**Data records**

►

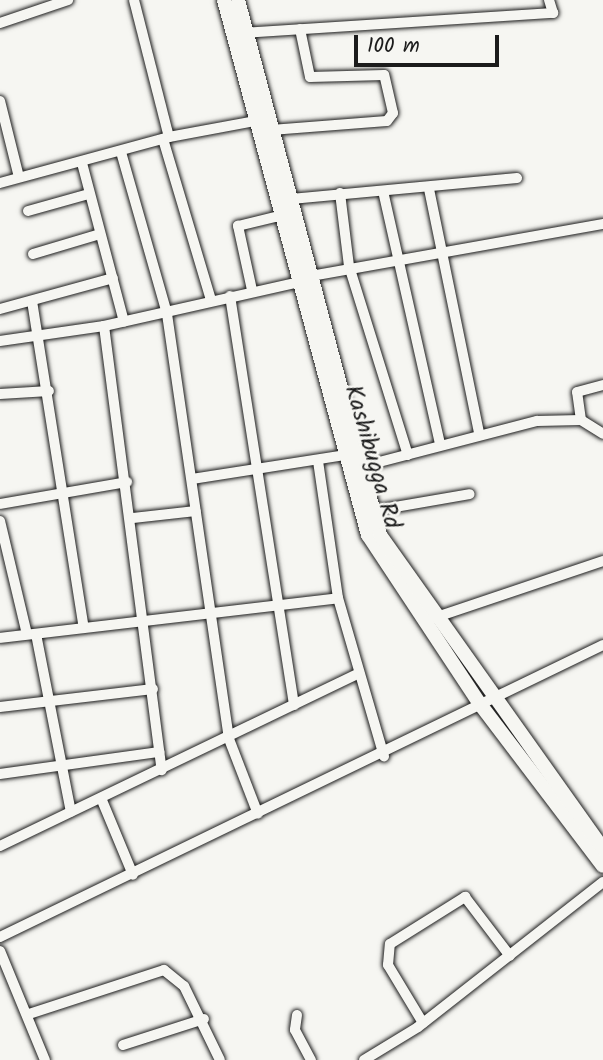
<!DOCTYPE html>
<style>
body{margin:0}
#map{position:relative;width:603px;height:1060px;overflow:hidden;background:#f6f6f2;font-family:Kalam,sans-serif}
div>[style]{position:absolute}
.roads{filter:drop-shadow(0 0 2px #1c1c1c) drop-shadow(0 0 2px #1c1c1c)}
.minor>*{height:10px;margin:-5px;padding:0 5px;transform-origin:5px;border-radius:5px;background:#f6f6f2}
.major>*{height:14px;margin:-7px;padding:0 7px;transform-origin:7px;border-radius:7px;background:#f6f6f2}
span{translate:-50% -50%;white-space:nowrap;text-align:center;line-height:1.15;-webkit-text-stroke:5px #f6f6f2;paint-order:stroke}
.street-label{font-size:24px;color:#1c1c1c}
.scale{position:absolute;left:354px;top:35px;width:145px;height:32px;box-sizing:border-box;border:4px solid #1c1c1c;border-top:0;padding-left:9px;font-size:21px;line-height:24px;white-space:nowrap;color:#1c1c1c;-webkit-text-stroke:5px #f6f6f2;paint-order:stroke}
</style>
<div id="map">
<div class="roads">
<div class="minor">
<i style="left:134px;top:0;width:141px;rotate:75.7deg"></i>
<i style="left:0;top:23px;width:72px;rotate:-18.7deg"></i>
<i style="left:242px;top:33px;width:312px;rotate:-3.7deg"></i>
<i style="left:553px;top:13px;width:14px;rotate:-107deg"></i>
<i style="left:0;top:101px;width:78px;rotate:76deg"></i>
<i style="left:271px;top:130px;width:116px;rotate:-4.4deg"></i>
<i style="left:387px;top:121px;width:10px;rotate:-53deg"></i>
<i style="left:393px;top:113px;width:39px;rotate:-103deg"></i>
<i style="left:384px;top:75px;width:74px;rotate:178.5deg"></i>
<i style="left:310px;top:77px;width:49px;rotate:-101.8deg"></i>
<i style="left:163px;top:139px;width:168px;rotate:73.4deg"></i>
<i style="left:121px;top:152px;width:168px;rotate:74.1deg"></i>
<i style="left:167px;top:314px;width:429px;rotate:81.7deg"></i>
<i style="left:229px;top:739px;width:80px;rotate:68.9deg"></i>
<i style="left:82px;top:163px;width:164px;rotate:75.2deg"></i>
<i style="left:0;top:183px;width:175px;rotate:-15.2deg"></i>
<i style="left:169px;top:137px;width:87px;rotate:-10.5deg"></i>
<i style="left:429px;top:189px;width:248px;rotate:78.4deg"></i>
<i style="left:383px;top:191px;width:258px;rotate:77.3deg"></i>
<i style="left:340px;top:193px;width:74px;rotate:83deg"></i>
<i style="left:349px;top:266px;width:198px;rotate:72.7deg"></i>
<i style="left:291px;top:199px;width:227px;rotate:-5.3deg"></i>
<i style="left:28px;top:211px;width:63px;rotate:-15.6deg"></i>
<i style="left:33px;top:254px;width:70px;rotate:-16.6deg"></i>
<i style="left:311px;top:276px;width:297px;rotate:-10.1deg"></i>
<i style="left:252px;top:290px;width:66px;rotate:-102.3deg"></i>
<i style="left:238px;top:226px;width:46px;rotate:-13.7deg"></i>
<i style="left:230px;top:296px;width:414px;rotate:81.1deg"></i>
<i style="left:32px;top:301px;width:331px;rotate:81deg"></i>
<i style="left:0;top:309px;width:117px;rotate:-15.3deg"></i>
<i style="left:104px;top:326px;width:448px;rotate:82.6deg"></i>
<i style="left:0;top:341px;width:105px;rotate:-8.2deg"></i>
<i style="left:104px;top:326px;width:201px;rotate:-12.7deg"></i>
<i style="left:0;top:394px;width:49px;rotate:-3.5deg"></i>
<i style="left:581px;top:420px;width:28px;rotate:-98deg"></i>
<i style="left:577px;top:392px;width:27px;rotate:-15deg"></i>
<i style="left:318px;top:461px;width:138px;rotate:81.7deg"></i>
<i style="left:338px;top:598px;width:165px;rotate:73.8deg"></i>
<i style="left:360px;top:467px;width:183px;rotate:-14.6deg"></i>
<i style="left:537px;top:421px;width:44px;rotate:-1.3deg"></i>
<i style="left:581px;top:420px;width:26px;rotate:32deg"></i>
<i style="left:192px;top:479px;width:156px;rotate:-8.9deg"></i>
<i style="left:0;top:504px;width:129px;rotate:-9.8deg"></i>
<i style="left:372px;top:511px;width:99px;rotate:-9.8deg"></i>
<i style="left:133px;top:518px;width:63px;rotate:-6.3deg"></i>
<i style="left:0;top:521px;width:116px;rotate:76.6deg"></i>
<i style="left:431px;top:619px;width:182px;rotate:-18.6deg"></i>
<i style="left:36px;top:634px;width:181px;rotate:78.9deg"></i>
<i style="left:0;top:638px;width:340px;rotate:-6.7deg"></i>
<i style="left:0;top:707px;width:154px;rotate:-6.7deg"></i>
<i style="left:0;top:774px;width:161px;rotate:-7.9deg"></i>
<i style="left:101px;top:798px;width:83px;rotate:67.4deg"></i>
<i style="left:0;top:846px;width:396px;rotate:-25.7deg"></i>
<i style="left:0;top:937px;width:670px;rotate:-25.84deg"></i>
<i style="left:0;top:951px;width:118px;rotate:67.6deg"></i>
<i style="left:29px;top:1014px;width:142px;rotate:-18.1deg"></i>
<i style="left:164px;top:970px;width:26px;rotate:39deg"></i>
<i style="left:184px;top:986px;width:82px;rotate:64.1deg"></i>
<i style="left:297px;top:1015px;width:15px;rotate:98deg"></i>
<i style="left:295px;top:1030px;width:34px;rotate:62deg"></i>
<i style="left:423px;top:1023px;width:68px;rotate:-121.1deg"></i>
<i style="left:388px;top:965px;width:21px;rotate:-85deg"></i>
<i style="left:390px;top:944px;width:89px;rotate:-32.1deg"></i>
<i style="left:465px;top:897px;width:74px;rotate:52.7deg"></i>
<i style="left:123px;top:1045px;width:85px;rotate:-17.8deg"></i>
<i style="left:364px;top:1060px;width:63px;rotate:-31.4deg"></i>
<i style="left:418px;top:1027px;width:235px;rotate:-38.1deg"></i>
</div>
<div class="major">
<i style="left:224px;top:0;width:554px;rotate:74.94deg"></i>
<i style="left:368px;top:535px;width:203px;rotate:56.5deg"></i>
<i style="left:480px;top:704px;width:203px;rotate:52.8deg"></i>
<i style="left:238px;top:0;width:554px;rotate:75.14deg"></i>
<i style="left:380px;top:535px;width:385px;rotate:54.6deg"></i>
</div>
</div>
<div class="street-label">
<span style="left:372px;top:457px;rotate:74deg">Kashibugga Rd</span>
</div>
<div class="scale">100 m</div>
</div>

◄
►

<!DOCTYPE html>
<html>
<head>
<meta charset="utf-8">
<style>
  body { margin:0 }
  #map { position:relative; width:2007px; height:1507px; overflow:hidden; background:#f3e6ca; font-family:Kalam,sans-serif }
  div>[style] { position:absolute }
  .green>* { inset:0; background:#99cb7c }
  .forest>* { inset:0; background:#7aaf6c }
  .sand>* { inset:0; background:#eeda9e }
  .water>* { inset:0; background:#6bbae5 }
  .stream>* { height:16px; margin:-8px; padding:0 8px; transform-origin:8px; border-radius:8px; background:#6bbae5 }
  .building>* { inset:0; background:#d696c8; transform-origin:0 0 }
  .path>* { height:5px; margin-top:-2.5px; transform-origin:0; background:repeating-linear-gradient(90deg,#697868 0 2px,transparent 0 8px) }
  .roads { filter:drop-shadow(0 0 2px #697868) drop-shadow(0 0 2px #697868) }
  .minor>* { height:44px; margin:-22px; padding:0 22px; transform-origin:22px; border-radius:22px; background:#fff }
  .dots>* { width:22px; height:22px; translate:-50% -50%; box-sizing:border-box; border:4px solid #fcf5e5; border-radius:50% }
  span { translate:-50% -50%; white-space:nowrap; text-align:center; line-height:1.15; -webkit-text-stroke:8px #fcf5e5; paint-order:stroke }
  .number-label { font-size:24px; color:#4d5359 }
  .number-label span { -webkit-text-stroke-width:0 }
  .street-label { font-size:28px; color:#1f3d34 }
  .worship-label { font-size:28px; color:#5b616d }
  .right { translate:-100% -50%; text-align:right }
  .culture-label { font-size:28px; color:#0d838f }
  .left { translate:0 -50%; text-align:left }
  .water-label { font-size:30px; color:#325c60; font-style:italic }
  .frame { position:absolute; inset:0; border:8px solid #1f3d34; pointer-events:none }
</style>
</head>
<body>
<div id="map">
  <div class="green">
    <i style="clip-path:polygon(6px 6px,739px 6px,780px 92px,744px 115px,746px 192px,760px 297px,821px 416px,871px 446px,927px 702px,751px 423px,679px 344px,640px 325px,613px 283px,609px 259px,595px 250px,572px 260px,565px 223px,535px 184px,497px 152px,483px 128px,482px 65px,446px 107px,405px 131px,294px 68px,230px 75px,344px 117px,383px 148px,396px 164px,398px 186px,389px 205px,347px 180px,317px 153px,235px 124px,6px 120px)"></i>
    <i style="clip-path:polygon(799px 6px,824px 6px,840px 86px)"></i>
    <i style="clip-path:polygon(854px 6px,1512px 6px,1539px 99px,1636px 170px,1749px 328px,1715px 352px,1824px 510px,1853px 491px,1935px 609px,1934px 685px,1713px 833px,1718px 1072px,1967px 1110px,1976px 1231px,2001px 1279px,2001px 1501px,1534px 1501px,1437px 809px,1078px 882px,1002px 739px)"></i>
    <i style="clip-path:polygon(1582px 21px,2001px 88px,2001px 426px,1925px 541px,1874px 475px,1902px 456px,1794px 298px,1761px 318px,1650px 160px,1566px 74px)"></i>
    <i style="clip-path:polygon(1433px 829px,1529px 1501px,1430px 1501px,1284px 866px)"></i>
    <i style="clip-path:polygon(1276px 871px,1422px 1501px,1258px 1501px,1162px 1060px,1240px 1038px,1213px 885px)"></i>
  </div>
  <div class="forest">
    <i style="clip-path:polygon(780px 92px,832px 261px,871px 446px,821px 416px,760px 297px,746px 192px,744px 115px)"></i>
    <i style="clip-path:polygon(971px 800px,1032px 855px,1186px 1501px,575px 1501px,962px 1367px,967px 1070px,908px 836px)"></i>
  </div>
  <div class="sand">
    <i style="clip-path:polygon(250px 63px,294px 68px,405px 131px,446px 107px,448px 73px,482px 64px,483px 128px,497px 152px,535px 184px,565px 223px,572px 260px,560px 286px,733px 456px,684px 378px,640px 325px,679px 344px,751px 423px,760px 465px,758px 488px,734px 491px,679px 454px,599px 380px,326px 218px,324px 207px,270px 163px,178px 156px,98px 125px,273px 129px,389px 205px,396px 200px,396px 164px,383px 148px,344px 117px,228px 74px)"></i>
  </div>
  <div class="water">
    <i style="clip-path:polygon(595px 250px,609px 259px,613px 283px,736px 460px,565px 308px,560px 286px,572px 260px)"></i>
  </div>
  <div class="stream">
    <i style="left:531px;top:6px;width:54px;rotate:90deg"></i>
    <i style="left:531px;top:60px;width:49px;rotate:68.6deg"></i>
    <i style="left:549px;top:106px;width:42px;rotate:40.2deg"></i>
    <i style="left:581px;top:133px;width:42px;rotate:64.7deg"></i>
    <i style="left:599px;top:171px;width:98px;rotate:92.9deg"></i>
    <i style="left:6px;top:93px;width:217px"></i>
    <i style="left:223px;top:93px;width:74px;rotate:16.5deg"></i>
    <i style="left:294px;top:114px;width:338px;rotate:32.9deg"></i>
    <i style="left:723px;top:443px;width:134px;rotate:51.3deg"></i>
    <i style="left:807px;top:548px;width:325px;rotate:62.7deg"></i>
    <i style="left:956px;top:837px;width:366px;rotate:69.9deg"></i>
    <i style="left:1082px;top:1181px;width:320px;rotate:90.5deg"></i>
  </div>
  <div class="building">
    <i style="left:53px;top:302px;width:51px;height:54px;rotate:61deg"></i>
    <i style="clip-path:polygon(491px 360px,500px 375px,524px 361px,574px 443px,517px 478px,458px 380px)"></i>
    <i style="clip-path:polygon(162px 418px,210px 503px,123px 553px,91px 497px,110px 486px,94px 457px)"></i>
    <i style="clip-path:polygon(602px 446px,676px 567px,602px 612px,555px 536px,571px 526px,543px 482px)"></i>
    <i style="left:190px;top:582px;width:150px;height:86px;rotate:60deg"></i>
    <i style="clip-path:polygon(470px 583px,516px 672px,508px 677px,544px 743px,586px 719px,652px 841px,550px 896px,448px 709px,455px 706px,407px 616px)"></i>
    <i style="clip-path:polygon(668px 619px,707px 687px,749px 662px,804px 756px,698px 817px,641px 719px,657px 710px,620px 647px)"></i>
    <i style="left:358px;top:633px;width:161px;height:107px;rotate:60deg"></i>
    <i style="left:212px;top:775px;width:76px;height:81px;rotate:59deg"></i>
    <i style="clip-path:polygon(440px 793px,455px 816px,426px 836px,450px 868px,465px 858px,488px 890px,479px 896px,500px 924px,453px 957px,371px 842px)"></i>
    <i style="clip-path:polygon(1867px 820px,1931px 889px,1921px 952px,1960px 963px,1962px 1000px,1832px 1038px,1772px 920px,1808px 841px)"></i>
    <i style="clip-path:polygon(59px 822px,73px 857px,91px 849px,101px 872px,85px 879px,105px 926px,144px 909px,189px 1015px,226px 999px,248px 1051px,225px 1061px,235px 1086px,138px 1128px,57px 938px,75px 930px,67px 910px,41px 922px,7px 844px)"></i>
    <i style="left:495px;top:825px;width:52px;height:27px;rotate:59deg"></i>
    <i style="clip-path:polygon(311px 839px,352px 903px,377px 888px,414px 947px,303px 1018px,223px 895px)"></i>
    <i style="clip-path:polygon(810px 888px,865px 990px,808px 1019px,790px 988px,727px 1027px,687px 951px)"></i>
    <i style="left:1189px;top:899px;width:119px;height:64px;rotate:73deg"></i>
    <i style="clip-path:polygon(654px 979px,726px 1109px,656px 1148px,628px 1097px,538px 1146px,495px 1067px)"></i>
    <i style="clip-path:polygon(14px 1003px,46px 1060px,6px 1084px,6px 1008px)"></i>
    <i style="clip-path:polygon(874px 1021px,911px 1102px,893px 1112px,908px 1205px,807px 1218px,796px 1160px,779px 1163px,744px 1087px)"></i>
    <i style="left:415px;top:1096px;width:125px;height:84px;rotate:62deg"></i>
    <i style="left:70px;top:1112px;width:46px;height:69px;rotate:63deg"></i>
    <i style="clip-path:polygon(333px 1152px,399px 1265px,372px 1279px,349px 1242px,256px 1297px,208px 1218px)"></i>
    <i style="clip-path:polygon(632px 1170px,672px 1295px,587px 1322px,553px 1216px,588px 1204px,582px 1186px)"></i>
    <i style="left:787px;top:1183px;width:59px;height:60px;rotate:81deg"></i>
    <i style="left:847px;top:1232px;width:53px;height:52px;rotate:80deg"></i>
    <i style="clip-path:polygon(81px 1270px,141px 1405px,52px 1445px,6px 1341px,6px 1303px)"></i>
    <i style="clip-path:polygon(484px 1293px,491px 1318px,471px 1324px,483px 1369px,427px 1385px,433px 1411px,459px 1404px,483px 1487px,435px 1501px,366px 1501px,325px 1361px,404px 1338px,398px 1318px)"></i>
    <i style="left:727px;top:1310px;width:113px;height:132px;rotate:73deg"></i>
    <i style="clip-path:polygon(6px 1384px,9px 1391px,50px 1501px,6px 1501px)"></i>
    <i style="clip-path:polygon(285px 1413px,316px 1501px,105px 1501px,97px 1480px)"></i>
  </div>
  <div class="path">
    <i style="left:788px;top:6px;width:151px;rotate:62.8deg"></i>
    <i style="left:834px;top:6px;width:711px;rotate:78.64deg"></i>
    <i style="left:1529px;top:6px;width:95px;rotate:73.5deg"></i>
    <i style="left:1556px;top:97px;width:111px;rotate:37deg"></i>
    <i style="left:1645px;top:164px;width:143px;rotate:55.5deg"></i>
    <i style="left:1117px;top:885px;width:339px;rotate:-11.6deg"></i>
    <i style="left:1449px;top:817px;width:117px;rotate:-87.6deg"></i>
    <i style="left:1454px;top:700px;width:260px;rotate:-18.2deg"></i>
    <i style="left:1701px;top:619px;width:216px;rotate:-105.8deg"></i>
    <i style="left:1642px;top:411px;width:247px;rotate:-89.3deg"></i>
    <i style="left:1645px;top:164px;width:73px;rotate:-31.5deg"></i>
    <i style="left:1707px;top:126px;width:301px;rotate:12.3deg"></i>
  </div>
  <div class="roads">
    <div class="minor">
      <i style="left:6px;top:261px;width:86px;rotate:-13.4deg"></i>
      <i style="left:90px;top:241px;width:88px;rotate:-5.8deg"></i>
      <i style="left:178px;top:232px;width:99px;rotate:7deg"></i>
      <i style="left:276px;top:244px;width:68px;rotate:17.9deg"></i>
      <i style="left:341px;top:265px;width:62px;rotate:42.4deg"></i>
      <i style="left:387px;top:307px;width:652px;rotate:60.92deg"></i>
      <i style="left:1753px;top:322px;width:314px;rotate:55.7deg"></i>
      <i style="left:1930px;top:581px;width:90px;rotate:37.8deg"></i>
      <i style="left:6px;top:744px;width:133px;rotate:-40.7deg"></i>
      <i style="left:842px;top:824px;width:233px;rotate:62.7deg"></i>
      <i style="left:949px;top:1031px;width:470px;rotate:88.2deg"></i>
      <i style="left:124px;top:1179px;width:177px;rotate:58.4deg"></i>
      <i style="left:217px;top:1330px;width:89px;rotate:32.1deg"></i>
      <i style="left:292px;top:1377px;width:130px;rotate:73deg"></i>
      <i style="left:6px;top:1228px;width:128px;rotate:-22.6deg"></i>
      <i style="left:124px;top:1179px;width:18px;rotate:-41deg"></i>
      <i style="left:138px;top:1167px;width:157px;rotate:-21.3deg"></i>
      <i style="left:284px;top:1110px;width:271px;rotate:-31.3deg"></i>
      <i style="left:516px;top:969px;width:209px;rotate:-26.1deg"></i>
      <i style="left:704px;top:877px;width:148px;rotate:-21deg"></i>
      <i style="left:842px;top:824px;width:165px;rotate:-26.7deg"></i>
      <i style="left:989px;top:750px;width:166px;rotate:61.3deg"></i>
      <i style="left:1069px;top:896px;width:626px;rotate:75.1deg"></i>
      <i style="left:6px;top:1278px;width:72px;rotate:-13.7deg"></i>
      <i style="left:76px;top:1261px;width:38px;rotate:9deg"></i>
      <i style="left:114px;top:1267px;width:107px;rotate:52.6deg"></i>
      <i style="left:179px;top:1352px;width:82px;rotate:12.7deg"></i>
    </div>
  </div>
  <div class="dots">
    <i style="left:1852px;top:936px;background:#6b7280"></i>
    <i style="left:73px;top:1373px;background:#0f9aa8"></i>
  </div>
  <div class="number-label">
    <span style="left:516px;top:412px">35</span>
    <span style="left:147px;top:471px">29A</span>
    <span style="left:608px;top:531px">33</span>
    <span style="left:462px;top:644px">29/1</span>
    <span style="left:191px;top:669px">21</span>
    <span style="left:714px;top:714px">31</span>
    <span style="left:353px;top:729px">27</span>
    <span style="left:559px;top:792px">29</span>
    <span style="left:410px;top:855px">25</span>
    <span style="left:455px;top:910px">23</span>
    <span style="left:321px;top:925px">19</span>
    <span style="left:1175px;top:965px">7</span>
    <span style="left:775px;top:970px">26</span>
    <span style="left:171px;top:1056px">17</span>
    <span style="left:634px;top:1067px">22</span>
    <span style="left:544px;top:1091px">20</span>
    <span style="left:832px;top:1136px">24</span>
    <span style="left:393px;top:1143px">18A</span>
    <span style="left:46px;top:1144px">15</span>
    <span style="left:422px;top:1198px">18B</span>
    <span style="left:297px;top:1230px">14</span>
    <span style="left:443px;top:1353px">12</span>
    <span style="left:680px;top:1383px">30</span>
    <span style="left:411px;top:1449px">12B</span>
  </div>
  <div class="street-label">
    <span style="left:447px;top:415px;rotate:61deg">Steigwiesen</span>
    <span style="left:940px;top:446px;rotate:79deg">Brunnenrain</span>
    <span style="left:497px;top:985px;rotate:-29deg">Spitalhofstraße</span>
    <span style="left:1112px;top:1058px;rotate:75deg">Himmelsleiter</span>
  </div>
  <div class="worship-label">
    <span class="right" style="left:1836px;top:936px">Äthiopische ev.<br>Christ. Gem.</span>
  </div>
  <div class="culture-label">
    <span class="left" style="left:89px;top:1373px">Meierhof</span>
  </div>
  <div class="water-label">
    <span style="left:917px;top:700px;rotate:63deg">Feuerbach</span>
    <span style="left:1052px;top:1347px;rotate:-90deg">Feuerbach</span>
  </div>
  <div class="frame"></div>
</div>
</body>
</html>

◄

Copy out each line of the records that holds the string "serif".

#map{position:relative;width:603px;height:1060px;overflow:hidden;background:#f6f6f2;font-family:Kalam,sans-serif}
  #map { position:relative; width:2007px; height:1507px; overflow:hidden; background:#f3e6ca; font-family:Kalam,sans-serif }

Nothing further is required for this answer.